Diagnostic Procedures
Confocal microscopy and anterior segment optical coherence tomography are imaging modalities that can be used to diagnose FCD.
- Confocal microscopy will demonstrate hyperreflective, dot-like material and enlarged keratocytes with intracytoplasmic glycosaminoglycans and lipids.[3][4]
- Anterior segment optical coherence tomography can demonstrate hyperreflective foci within the stroma.[8]
Laboratory test
On histopathological testing, FCD demonstrates keratocytes containing fibrillogranular material within intracytoplasmic vacuoles or pleomorphic electron-dense and membranous intracytoplasmic inclusions. This intracytoplasmic material is histochemically similar to glycosaminoglycans and lipids and therefore stains with alcian blue, colloidal iron, Sudan black B, and oil red O stains.[4]
Differential diagnosis
Macular corneal dystrophy is an autosomal recessive dystrophy of the corneal stroma resulting from abnormal keratan sulfate. Unlike FCD, the opacities can involve the deep stromal down to Descemet membrane.[3] Furthermore, while FCD patients will remain asymptomatic throughout their life, MCD is a progressive disease, where areas of opacity with poorly-defined borders gradually grow and merge, eventually spreading from limbus to limbus. This causes significant vision impairment by the second or third decade of life in most patients. Corneal thinning also occurs in patients with MCD, compared to FCD, which is not associated with changes in corneal thickness.[4][9]
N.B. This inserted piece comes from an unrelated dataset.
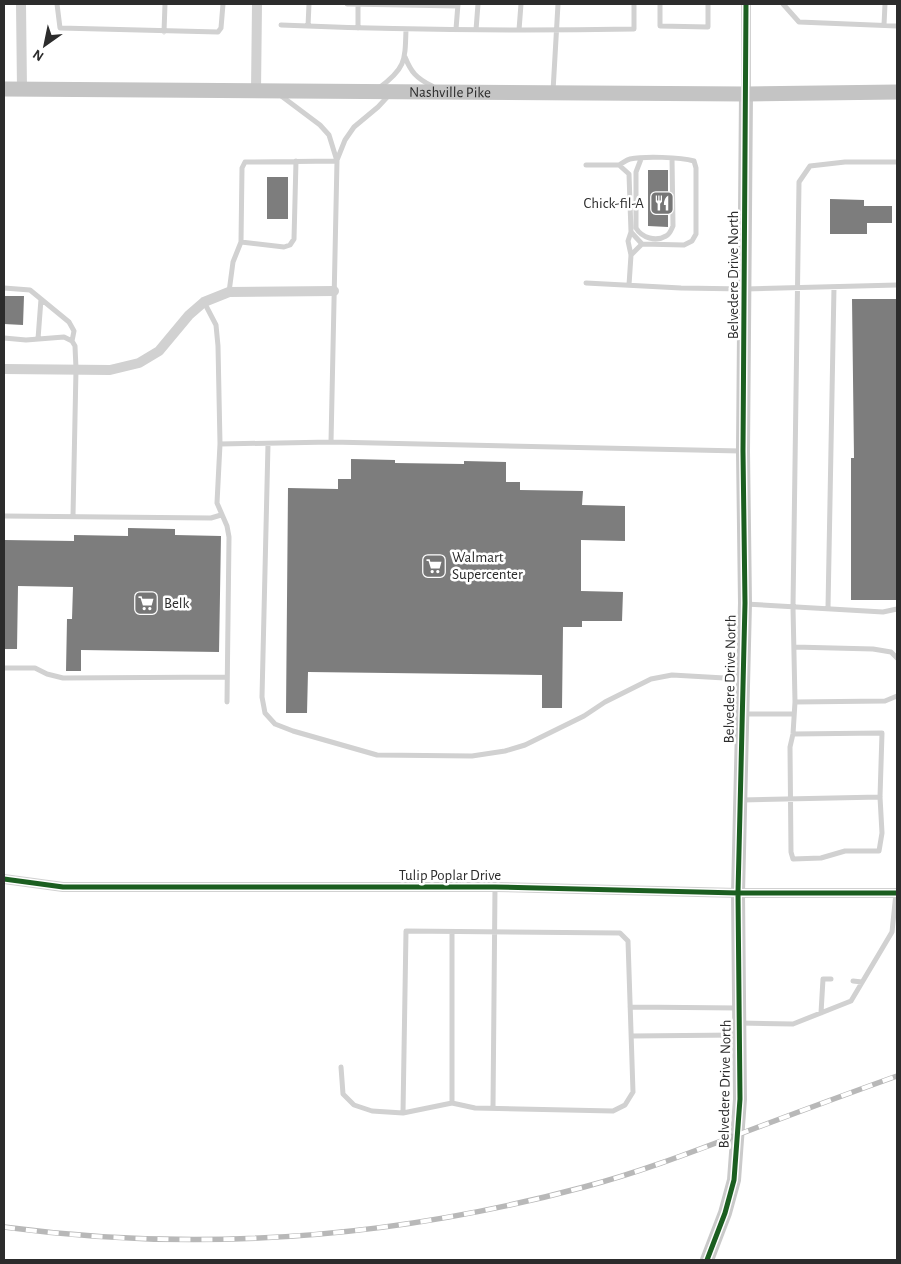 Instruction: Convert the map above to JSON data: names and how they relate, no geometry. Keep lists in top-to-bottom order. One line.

Schnyder corneal dystrophy (SCD) is characterized by the progressive development of small opacities and diffuse stromal haze. In approximately 50 percent of SCD cases, there is also annular deposition of birefringent cholesterol crystals in Bowman’s membrane and adjacent stroma. SCD begins to manifest in the first year of life, and as the disease progresses, arcus lipoides begin to develop due to cholesterol accumulation at the limbus. In late stage disease, the opacity characteristic of SCD is typically grossly visible without the aid of a slit lamp. Patients with SCD will complain of glare and exhibit progressive photopic vision loss with sparing of scotopic vision. Patients may also have elevated cholesterol.[4][10]
Congenital stromal corneal dystrophy
Congenital stromal corneal dystrophy is an exceedingly rare stromal dystrophy. Patients will present at birth with a limbus-to-limbus haze evenly distributed throughout the cornea. Like FCD, it is non-progressive and spares all other layers of the cornea. Unlike FCD, patients with CSCD typically present with significant vision loss, with preoperative visual acuity ranging from 20/100 to counting fingers. Finally, corneal thickening usually occurs in patients with CSCD due to the separation of stromal lamellae, which is not seen in patients with FCD.[11]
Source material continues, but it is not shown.